**DATA**
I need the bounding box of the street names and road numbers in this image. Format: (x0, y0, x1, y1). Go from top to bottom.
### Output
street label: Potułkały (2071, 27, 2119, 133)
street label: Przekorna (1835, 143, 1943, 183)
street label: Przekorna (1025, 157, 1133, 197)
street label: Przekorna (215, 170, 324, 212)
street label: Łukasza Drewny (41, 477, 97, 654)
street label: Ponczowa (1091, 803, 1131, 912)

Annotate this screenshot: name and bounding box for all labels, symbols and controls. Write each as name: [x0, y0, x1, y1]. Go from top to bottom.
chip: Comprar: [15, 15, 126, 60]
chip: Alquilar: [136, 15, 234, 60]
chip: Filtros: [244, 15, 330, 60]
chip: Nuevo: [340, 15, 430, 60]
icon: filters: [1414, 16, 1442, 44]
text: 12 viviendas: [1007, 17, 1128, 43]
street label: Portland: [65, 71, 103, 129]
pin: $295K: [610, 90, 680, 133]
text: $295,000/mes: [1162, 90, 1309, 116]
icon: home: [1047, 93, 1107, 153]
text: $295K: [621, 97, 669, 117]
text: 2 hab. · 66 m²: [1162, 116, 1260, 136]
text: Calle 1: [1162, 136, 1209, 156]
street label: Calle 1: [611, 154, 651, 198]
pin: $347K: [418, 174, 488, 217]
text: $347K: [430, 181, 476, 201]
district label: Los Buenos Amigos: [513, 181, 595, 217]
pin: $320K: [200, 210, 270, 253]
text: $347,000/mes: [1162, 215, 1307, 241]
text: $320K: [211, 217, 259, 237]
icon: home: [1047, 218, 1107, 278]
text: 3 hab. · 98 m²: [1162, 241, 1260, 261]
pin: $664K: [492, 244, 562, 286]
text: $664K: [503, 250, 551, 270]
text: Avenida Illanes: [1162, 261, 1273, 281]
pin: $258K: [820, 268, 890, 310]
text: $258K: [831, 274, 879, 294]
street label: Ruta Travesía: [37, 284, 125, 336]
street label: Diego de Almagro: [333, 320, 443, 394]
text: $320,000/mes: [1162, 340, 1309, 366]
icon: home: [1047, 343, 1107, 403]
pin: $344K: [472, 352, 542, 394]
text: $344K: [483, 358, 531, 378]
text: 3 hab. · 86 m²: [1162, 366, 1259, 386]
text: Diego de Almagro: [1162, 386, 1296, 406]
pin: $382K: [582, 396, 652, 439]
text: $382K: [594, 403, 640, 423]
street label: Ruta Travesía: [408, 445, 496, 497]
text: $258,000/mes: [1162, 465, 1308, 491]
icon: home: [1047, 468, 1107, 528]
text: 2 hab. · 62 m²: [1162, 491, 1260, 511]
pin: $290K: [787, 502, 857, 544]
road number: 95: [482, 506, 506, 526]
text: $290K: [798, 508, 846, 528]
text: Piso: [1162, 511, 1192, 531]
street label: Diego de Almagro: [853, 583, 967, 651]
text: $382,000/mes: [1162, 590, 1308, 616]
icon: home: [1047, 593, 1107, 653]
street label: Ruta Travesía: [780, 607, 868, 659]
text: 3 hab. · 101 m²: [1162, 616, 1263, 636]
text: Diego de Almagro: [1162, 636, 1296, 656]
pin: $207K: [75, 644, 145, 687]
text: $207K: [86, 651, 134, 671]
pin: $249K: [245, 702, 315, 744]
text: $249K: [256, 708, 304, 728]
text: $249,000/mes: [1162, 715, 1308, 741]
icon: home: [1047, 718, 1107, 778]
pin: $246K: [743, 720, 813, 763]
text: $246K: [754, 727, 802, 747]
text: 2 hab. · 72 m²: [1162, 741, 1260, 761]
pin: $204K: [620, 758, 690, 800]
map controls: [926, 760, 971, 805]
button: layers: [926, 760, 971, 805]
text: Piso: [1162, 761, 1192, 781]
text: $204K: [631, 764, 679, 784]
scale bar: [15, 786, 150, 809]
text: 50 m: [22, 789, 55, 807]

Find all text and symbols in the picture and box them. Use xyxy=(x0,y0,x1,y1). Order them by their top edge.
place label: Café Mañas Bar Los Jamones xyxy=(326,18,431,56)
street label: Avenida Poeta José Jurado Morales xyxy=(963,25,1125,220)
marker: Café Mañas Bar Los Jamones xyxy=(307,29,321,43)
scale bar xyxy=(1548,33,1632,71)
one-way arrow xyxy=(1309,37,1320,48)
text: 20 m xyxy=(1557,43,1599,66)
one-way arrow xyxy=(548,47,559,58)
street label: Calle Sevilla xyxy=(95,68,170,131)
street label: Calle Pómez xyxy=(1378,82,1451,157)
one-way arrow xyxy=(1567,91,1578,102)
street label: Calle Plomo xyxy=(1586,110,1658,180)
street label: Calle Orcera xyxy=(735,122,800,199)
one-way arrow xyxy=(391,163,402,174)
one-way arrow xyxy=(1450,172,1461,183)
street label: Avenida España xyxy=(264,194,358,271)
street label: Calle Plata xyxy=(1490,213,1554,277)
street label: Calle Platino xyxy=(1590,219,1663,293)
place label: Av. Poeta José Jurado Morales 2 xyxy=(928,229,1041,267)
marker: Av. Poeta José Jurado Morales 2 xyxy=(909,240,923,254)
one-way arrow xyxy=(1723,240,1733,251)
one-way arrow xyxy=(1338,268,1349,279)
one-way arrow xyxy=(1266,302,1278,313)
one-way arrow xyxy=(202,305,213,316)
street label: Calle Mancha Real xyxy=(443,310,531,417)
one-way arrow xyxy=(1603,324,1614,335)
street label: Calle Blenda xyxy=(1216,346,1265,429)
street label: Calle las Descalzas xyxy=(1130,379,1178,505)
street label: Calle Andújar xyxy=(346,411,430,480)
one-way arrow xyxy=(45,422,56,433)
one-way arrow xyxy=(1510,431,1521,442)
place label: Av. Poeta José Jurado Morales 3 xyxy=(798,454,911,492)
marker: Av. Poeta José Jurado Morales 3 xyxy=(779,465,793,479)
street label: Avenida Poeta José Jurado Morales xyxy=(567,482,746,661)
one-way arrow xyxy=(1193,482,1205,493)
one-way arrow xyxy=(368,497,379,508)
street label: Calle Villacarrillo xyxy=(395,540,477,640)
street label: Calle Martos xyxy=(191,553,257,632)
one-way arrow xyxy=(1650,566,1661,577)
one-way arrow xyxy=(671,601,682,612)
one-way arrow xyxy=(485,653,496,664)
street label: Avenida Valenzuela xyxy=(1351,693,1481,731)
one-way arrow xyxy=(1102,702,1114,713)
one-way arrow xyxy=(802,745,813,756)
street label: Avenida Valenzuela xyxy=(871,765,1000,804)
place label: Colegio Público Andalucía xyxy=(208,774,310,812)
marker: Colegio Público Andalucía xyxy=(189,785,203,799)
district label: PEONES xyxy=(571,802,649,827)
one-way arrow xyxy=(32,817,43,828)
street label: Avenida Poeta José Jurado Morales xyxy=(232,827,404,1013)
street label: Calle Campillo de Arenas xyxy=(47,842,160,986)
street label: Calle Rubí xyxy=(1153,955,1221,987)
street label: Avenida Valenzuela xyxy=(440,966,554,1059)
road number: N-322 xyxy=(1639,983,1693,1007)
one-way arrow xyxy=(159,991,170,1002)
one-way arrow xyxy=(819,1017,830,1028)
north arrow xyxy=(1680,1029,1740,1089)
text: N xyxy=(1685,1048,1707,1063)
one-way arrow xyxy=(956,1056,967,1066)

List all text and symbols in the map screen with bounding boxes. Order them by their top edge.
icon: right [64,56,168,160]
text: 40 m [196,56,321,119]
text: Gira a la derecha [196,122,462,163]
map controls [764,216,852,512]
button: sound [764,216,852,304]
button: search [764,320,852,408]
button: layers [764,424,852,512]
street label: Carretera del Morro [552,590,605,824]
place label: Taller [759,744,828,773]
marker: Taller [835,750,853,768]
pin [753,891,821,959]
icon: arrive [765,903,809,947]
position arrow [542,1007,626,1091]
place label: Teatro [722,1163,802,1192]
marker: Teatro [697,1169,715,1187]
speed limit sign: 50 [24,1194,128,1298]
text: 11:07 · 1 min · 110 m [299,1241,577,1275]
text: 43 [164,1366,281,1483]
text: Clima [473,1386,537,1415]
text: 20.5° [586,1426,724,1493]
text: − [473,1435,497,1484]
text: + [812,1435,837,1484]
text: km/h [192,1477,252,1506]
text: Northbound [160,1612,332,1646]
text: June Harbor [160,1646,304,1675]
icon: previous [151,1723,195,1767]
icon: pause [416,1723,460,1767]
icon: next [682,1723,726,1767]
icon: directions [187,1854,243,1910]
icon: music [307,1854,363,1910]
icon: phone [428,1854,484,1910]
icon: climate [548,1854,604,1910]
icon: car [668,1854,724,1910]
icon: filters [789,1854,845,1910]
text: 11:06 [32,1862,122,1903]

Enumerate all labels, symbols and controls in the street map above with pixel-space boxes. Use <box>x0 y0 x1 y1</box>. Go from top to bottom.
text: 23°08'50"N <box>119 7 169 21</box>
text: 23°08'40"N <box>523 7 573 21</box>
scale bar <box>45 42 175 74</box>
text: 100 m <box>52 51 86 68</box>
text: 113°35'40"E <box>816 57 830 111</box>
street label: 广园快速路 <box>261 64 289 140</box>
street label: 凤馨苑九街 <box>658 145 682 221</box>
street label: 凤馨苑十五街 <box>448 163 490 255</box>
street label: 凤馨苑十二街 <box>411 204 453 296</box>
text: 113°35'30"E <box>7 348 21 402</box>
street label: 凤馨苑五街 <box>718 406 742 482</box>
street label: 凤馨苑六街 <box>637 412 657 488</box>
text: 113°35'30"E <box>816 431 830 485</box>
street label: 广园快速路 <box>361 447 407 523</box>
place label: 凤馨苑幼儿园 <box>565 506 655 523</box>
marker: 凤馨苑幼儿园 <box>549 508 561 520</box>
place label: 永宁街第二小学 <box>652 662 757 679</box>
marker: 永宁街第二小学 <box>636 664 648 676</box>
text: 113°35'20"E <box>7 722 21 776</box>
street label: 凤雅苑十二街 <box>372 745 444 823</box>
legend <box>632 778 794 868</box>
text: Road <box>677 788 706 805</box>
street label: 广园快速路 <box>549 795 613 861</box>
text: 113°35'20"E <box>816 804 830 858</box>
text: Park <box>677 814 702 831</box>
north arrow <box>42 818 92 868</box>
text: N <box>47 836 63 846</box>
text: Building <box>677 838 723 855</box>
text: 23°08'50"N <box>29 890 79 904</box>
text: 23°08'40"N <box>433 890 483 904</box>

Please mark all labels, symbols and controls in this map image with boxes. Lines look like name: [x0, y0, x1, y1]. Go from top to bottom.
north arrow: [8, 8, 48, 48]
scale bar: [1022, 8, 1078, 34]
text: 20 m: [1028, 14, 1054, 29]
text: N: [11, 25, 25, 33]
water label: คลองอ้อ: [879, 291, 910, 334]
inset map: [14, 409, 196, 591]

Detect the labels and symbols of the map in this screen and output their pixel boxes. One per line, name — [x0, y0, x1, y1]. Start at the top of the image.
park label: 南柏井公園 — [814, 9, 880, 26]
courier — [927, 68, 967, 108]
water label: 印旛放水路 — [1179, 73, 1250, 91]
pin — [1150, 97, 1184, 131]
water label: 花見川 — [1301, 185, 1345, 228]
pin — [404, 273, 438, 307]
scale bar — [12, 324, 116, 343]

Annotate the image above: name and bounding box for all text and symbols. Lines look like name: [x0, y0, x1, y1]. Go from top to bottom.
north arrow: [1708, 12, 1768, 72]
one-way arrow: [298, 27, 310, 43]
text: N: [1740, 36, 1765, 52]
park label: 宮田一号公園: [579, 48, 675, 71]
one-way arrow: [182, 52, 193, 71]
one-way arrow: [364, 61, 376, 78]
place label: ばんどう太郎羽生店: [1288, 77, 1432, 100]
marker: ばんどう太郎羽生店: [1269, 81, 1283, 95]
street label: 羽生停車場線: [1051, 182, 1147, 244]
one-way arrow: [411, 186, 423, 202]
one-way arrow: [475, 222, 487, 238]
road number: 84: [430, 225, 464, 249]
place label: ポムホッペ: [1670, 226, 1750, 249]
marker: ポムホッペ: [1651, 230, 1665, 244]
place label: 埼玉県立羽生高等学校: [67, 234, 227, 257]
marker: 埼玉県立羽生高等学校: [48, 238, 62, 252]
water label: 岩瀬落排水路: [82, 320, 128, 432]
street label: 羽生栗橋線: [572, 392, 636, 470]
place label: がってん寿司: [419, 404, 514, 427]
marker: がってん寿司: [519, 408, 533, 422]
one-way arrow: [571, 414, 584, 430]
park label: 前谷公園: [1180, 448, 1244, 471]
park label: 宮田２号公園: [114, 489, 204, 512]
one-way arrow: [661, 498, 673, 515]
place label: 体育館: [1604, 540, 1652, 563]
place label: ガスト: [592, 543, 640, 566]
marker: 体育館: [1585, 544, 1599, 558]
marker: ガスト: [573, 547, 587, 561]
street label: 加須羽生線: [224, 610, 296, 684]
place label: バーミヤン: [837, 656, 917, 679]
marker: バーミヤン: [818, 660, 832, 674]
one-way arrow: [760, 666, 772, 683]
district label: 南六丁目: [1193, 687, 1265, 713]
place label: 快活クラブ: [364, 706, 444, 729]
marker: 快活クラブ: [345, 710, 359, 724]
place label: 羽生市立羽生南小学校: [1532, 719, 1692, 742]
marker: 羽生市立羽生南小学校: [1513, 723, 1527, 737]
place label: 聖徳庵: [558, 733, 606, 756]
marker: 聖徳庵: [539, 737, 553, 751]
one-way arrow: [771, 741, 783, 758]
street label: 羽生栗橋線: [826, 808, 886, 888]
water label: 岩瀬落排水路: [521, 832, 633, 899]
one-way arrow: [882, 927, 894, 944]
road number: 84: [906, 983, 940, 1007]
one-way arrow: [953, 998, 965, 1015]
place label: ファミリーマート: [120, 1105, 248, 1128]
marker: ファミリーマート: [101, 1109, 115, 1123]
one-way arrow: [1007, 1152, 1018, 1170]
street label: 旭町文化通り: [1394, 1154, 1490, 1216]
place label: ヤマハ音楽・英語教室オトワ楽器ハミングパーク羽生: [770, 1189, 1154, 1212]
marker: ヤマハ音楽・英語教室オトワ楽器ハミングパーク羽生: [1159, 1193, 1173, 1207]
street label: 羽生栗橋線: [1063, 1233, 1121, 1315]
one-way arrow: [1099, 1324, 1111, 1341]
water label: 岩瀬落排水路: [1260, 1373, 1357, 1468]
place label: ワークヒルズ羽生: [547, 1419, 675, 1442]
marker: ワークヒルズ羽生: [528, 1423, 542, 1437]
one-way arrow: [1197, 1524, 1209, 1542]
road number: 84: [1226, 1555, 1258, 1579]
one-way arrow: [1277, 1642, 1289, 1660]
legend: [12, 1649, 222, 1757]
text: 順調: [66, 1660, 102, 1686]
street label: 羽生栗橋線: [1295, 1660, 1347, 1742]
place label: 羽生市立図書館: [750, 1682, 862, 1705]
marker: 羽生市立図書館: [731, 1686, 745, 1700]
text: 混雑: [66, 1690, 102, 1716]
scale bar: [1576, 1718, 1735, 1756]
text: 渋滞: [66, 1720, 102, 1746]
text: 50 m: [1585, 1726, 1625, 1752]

**EXERCISE BRIEF**
Extract all lines of the records above that include "Jamones".

**PROBLEM SOLUTION**
place label: Café Mañas Bar Los Jamones xyxy=(326,18,431,56)
marker: Café Mañas Bar Los Jamones xyxy=(307,29,321,43)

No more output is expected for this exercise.